* [Requirement] Only the lines of the data below from the one with "position:relative; width:2574px; height:1392px;" through the one with "font-size:24px; color:#d9d4ff; font-weight:700" are wanted. Repeat them exactly.

(Stored data)
-------
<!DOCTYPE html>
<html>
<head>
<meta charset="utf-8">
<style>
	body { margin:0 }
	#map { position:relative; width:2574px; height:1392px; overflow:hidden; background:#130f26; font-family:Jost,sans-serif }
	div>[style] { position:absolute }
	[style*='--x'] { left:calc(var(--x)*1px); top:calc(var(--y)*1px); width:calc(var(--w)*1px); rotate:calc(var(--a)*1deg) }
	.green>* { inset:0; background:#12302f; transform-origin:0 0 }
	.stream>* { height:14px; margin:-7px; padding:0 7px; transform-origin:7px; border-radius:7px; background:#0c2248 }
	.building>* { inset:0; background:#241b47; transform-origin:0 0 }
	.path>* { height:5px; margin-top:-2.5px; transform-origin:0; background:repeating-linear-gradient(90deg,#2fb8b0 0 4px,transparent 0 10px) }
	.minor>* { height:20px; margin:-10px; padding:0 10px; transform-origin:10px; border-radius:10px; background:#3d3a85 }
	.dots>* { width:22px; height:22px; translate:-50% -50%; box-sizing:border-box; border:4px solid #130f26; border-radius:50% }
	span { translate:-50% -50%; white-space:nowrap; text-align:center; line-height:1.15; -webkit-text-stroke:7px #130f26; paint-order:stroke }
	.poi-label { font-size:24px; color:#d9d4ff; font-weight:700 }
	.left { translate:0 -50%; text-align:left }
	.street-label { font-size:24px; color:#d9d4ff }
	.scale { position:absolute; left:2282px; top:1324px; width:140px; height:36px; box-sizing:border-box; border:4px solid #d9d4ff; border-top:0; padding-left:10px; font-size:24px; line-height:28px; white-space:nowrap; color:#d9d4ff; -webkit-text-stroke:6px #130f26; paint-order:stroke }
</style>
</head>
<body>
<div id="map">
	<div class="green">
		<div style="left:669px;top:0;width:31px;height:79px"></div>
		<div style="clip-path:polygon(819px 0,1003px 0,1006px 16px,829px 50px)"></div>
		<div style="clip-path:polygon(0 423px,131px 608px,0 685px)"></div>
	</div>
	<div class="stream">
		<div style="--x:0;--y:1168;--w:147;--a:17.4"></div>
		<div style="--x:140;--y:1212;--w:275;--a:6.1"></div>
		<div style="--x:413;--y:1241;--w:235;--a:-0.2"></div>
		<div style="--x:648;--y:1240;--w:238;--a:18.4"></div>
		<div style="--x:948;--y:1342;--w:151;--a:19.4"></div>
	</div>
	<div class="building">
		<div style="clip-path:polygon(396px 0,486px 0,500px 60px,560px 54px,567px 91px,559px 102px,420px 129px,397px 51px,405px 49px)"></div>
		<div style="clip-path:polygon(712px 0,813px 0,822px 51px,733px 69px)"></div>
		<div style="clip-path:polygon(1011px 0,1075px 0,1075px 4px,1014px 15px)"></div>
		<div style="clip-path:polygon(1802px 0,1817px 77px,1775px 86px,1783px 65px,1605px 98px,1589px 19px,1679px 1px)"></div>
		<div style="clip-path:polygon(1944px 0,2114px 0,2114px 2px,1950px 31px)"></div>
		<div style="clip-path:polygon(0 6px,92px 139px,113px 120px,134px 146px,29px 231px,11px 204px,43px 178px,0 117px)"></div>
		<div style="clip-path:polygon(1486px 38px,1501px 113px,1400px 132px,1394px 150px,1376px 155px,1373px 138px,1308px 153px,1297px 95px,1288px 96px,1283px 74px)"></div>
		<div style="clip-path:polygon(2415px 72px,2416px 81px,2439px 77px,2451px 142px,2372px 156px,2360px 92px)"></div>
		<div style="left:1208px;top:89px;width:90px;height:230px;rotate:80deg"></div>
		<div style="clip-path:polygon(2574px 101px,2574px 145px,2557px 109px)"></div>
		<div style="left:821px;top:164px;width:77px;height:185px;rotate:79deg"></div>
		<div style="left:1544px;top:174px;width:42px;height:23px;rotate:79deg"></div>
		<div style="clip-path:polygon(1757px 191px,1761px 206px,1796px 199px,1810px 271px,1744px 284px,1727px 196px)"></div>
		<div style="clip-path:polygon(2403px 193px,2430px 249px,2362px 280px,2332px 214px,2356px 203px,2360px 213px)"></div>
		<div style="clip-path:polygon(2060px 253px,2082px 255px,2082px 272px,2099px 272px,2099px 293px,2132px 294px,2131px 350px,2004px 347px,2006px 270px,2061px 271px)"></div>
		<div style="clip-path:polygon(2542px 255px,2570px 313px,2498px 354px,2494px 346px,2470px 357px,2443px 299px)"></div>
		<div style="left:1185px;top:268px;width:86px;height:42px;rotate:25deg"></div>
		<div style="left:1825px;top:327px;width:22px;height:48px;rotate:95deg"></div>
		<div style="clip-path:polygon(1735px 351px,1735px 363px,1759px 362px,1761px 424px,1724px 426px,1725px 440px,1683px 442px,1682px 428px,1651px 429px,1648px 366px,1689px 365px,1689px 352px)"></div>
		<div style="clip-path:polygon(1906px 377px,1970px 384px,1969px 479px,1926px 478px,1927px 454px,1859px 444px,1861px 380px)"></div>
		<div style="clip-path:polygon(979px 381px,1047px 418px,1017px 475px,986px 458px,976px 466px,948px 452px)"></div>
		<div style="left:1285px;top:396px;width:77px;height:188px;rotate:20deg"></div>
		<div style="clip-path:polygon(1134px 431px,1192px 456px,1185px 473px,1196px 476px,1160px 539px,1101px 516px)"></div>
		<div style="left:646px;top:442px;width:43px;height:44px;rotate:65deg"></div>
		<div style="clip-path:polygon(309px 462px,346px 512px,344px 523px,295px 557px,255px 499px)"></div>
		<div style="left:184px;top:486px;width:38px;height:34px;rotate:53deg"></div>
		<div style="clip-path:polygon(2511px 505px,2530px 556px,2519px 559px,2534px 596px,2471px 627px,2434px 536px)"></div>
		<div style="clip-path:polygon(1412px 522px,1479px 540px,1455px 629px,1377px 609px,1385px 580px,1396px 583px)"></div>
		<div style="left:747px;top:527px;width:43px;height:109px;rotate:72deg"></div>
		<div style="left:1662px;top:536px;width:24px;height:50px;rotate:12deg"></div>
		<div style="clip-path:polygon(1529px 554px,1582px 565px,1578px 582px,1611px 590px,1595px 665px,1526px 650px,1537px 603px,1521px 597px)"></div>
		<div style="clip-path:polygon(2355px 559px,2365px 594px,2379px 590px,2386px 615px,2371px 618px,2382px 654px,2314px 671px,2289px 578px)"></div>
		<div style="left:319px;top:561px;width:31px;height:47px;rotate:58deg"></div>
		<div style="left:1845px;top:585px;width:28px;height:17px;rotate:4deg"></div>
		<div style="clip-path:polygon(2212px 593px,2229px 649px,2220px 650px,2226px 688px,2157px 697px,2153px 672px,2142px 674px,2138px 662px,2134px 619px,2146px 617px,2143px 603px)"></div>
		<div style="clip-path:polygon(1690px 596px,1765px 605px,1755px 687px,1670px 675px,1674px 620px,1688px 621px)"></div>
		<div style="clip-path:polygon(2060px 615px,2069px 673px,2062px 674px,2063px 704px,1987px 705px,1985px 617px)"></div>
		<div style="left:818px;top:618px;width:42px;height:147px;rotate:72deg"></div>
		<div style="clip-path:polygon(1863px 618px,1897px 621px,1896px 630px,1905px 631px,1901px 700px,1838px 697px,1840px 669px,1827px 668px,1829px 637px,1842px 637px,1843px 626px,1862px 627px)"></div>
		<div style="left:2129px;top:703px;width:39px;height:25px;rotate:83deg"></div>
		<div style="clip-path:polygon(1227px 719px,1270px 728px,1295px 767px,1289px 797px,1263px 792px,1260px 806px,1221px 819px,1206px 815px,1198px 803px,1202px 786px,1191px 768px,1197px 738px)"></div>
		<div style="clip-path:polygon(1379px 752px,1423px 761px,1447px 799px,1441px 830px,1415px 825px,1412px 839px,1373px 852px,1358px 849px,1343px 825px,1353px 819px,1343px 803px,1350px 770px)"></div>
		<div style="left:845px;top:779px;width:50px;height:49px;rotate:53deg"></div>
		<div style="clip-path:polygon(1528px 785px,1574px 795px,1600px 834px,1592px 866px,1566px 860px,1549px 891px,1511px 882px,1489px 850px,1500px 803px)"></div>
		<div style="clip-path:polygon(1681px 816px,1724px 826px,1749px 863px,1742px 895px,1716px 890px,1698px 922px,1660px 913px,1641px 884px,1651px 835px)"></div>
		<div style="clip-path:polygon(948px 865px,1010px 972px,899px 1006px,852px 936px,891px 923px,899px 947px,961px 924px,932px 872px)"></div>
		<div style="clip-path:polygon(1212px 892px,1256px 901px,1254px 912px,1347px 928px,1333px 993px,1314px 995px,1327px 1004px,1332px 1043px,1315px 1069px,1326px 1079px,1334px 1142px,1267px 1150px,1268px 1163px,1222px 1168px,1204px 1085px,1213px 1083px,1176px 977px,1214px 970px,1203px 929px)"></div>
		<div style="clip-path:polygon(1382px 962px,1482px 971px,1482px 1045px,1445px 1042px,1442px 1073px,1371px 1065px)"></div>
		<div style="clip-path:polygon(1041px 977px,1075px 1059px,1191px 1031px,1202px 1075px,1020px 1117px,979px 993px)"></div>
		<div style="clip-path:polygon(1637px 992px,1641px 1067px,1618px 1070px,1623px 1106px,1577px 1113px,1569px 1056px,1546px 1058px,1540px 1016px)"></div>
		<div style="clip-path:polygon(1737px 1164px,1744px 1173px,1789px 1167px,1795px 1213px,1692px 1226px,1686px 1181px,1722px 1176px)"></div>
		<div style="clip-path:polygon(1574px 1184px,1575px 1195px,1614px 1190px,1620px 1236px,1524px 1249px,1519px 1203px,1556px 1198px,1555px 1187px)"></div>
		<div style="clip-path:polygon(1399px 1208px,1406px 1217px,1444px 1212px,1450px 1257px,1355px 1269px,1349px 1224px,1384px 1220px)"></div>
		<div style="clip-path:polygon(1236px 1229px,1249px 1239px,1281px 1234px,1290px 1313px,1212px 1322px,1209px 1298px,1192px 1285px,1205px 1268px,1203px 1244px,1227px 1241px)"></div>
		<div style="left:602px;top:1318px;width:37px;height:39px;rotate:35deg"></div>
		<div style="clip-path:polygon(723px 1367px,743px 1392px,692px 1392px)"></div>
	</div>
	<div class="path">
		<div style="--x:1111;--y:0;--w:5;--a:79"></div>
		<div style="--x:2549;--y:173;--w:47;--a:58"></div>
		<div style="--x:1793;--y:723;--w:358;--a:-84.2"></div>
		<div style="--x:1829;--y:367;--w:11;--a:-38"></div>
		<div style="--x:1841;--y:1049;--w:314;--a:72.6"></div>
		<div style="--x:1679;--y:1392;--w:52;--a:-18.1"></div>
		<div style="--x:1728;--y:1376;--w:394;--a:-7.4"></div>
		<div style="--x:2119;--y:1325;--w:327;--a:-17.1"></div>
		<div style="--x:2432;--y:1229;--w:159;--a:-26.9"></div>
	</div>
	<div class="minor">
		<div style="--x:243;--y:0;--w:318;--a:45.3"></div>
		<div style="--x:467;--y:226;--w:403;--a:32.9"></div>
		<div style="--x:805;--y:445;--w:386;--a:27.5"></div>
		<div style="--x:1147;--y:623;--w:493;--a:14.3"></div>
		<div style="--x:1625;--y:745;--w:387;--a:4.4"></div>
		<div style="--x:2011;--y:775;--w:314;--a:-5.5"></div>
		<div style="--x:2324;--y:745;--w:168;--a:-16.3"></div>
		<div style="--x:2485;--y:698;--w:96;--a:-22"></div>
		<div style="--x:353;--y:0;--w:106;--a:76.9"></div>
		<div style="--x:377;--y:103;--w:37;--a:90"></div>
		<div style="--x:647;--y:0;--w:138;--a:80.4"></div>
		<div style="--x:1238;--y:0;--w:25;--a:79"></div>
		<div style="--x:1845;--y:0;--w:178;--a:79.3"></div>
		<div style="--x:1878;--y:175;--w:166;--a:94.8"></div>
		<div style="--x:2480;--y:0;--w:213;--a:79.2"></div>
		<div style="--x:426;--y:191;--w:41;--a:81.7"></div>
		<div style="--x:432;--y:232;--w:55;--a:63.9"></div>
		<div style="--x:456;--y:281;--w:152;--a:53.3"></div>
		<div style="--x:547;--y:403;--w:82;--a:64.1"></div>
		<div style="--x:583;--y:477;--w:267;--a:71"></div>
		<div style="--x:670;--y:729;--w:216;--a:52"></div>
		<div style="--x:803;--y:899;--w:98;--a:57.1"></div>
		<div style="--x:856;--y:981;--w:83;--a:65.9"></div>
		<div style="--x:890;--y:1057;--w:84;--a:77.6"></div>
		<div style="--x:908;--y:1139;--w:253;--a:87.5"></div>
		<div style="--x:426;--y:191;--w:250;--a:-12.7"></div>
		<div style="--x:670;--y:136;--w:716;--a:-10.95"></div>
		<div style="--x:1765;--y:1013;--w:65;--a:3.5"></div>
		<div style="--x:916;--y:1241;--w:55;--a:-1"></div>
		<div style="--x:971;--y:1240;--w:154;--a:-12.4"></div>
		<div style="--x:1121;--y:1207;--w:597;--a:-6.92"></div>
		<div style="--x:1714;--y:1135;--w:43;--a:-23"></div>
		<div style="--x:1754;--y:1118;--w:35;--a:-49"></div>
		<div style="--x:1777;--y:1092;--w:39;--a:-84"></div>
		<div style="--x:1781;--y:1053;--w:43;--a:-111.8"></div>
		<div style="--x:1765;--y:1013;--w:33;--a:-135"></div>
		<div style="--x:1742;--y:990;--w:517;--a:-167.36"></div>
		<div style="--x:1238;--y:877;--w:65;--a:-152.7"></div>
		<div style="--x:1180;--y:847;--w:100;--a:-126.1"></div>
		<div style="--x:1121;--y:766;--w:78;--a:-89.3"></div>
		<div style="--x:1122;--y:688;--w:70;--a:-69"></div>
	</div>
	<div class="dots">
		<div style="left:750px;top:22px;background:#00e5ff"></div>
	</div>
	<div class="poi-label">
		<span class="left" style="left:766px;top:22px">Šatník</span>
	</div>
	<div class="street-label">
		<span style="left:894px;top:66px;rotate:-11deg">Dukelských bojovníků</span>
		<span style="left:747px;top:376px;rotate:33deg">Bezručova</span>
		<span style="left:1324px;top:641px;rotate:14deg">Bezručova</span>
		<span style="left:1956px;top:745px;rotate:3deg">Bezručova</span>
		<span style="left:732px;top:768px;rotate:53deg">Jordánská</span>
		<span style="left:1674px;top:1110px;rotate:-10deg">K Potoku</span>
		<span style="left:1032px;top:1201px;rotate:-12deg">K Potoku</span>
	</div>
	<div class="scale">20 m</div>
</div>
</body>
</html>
-------
* [Written answer]
	#map { position:relative; width:2574px; height:1392px; overflow:hidden; background:#130f26; font-family:Jost,sans-serif }
	div>[style] { position:absolute }
	[style*='--x'] { left:calc(var(--x)*1px); top:calc(var(--y)*1px); width:calc(var(--w)*1px); rotate:calc(var(--a)*1deg) }
	.green>* { inset:0; background:#12302f; transform-origin:0 0 }
	.stream>* { height:14px; margin:-7px; padding:0 7px; transform-origin:7px; border-radius:7px; background:#0c2248 }
	.building>* { inset:0; background:#241b47; transform-origin:0 0 }
	.path>* { height:5px; margin-top:-2.5px; transform-origin:0; background:repeating-linear-gradient(90deg,#2fb8b0 0 4px,transparent 0 10px) }
	.minor>* { height:20px; margin:-10px; padding:0 10px; transform-origin:10px; border-radius:10px; background:#3d3a85 }
	.dots>* { width:22px; height:22px; translate:-50% -50%; box-sizing:border-box; border:4px solid #130f26; border-radius:50% }
	span { translate:-50% -50%; white-space:nowrap; text-align:center; line-height:1.15; -webkit-text-stroke:7px #130f26; paint-order:stroke }
	.poi-label { font-size:24px; color:#d9d4ff; font-weight:700 }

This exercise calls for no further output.